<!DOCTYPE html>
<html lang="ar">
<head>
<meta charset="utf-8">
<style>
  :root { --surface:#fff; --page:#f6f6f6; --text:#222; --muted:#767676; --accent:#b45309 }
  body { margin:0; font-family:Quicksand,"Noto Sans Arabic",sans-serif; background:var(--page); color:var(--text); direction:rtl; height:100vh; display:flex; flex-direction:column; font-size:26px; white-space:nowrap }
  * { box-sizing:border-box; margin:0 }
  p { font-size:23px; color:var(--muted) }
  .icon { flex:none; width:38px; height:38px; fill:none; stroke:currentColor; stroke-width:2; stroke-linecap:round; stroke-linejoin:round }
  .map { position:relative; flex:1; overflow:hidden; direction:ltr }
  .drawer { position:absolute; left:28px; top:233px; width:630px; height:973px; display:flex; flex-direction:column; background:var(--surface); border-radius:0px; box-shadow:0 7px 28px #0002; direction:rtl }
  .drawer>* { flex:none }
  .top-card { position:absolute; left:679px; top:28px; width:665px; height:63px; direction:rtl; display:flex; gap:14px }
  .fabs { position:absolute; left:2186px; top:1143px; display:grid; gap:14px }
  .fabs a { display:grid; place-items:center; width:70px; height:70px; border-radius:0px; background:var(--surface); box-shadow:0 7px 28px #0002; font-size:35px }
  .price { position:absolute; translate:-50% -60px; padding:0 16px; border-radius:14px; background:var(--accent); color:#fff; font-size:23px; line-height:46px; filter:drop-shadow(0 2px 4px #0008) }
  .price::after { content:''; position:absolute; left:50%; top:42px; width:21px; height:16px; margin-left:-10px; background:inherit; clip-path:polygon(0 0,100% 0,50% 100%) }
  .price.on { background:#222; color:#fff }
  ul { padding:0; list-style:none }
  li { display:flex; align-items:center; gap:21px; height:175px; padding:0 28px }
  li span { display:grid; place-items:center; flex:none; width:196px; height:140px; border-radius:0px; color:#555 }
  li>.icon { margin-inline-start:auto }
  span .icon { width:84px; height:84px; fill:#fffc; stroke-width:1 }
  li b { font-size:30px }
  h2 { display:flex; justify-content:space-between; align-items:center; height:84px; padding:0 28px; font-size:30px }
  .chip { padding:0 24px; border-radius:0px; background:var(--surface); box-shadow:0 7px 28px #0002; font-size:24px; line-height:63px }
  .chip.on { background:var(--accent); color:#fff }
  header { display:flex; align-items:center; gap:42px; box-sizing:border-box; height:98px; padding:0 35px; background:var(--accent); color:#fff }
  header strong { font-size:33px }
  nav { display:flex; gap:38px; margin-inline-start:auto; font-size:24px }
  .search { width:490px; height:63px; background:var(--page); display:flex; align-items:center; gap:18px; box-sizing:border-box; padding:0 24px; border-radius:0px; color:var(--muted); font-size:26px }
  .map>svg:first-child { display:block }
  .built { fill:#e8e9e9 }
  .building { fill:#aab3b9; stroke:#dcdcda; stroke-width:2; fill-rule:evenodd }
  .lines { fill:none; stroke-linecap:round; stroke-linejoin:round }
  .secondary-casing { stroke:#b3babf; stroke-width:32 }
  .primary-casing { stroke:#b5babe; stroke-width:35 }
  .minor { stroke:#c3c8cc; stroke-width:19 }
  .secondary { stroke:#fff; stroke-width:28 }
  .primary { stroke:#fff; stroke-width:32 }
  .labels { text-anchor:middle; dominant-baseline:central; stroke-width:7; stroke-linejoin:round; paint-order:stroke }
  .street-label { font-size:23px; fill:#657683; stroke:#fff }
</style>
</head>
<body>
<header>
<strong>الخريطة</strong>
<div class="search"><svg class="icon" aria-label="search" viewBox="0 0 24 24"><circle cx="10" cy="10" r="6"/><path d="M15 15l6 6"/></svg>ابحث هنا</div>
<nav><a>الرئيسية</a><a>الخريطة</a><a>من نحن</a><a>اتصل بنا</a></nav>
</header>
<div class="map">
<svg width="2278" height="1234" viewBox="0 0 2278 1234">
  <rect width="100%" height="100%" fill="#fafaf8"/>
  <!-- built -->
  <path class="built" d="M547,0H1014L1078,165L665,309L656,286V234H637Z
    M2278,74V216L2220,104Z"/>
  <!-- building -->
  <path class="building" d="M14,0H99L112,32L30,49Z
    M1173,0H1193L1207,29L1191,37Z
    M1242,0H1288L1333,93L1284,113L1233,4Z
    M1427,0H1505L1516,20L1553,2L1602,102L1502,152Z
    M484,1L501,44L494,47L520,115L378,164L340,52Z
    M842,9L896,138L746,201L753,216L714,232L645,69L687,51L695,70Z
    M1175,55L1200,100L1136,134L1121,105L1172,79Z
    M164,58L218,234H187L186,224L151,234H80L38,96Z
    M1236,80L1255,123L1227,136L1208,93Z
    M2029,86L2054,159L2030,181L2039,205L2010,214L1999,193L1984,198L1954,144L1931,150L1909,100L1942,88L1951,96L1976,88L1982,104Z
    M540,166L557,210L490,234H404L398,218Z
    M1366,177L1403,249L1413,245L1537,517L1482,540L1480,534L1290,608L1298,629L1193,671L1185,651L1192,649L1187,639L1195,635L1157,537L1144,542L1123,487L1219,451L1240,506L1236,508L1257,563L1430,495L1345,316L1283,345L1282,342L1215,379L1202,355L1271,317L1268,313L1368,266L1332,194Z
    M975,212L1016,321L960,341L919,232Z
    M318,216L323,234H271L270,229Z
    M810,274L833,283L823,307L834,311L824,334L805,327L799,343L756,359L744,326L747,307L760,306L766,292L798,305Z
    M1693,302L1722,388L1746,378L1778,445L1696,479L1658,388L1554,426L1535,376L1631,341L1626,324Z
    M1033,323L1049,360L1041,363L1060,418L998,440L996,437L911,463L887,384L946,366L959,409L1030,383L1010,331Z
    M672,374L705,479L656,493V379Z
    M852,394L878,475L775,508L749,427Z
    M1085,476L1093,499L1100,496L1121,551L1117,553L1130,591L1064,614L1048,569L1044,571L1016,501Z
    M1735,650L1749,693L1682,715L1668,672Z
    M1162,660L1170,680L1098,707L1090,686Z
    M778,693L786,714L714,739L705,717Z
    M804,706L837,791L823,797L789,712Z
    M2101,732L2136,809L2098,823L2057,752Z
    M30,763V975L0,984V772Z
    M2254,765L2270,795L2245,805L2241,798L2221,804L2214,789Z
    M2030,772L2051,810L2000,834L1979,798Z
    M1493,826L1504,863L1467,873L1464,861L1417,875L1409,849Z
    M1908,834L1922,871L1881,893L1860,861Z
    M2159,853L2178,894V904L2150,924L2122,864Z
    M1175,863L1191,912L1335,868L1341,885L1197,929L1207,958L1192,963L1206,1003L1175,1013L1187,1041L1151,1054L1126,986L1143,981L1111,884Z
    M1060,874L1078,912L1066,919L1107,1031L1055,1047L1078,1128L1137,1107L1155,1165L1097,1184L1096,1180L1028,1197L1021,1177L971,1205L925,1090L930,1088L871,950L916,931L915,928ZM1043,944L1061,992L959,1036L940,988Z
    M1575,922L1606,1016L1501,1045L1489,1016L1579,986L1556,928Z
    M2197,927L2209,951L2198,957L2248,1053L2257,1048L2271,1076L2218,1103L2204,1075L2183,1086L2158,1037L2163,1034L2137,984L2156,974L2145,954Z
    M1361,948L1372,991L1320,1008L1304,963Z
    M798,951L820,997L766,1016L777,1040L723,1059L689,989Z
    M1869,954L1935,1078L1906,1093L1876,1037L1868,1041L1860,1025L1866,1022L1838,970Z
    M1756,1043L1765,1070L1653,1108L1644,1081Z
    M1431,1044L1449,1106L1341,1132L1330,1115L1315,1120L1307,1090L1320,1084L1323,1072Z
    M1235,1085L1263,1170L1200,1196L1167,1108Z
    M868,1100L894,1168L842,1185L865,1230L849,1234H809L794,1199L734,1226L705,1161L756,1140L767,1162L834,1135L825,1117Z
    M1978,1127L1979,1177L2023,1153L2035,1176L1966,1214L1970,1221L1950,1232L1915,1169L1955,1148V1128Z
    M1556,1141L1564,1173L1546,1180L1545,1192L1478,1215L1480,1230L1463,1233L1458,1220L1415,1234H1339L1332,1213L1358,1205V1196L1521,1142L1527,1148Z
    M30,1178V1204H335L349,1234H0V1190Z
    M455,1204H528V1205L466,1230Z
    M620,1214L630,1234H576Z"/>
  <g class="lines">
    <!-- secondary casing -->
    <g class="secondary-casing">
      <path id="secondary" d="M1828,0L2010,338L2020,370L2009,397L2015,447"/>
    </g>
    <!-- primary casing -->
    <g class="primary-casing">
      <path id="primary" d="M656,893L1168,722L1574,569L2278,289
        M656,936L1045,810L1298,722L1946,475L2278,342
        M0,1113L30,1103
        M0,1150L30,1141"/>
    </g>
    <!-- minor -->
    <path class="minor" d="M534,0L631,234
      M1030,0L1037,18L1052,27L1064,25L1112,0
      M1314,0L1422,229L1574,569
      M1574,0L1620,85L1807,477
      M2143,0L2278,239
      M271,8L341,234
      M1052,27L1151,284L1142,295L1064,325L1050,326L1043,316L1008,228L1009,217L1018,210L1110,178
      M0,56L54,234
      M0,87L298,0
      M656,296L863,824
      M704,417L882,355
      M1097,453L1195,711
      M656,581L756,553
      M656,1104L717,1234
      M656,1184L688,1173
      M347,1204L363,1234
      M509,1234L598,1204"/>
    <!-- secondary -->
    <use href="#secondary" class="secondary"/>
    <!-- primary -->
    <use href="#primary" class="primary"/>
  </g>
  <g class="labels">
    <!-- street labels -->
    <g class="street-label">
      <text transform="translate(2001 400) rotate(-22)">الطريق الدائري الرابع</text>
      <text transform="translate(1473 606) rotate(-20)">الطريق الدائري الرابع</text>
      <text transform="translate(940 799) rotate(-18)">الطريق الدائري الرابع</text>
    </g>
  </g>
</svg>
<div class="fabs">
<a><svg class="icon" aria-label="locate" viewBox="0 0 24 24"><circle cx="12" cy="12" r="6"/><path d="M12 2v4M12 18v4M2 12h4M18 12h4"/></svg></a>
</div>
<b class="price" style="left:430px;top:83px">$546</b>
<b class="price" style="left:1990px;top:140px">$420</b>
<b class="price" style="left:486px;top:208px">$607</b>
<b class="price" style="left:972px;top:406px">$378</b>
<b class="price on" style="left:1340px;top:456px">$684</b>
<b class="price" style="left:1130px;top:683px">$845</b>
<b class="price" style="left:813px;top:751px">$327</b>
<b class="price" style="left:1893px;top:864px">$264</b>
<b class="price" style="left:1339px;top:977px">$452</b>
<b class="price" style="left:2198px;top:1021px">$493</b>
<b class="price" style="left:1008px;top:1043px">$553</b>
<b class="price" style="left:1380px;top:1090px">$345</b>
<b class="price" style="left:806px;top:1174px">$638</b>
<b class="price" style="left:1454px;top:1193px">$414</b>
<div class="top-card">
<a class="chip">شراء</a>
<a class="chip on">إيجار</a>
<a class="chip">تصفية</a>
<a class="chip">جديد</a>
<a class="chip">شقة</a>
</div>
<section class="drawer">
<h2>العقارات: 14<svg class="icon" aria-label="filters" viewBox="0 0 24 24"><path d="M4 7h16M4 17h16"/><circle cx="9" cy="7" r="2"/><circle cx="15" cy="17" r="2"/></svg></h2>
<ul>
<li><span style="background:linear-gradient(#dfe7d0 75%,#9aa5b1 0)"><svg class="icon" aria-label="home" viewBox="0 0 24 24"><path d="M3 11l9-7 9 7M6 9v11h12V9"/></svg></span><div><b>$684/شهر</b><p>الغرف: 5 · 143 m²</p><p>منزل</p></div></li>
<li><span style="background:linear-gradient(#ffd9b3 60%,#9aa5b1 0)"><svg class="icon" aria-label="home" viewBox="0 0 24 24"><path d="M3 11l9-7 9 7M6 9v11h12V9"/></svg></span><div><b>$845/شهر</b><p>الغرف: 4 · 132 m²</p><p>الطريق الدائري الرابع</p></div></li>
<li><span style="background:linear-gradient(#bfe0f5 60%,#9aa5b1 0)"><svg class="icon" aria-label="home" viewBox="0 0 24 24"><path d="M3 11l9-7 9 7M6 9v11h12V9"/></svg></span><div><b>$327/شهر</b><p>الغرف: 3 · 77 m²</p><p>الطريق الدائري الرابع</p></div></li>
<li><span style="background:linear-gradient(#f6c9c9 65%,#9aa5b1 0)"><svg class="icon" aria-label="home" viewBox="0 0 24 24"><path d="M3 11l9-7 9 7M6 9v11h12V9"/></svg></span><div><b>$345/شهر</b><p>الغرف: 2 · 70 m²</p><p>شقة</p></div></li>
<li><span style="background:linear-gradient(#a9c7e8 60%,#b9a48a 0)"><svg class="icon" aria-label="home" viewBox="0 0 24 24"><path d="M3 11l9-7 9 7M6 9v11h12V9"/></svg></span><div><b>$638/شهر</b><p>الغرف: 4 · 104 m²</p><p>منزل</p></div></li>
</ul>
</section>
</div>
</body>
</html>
▬▬▬▬▬▬▬▬▬▬
Bring together all lines in the records where the word "labels" is found.

  .labels { text-anchor:middle; dominant-baseline:central; stroke-width:7; stroke-linejoin:round; paint-order:stroke }
  <g class="labels">
    <!-- street labels -->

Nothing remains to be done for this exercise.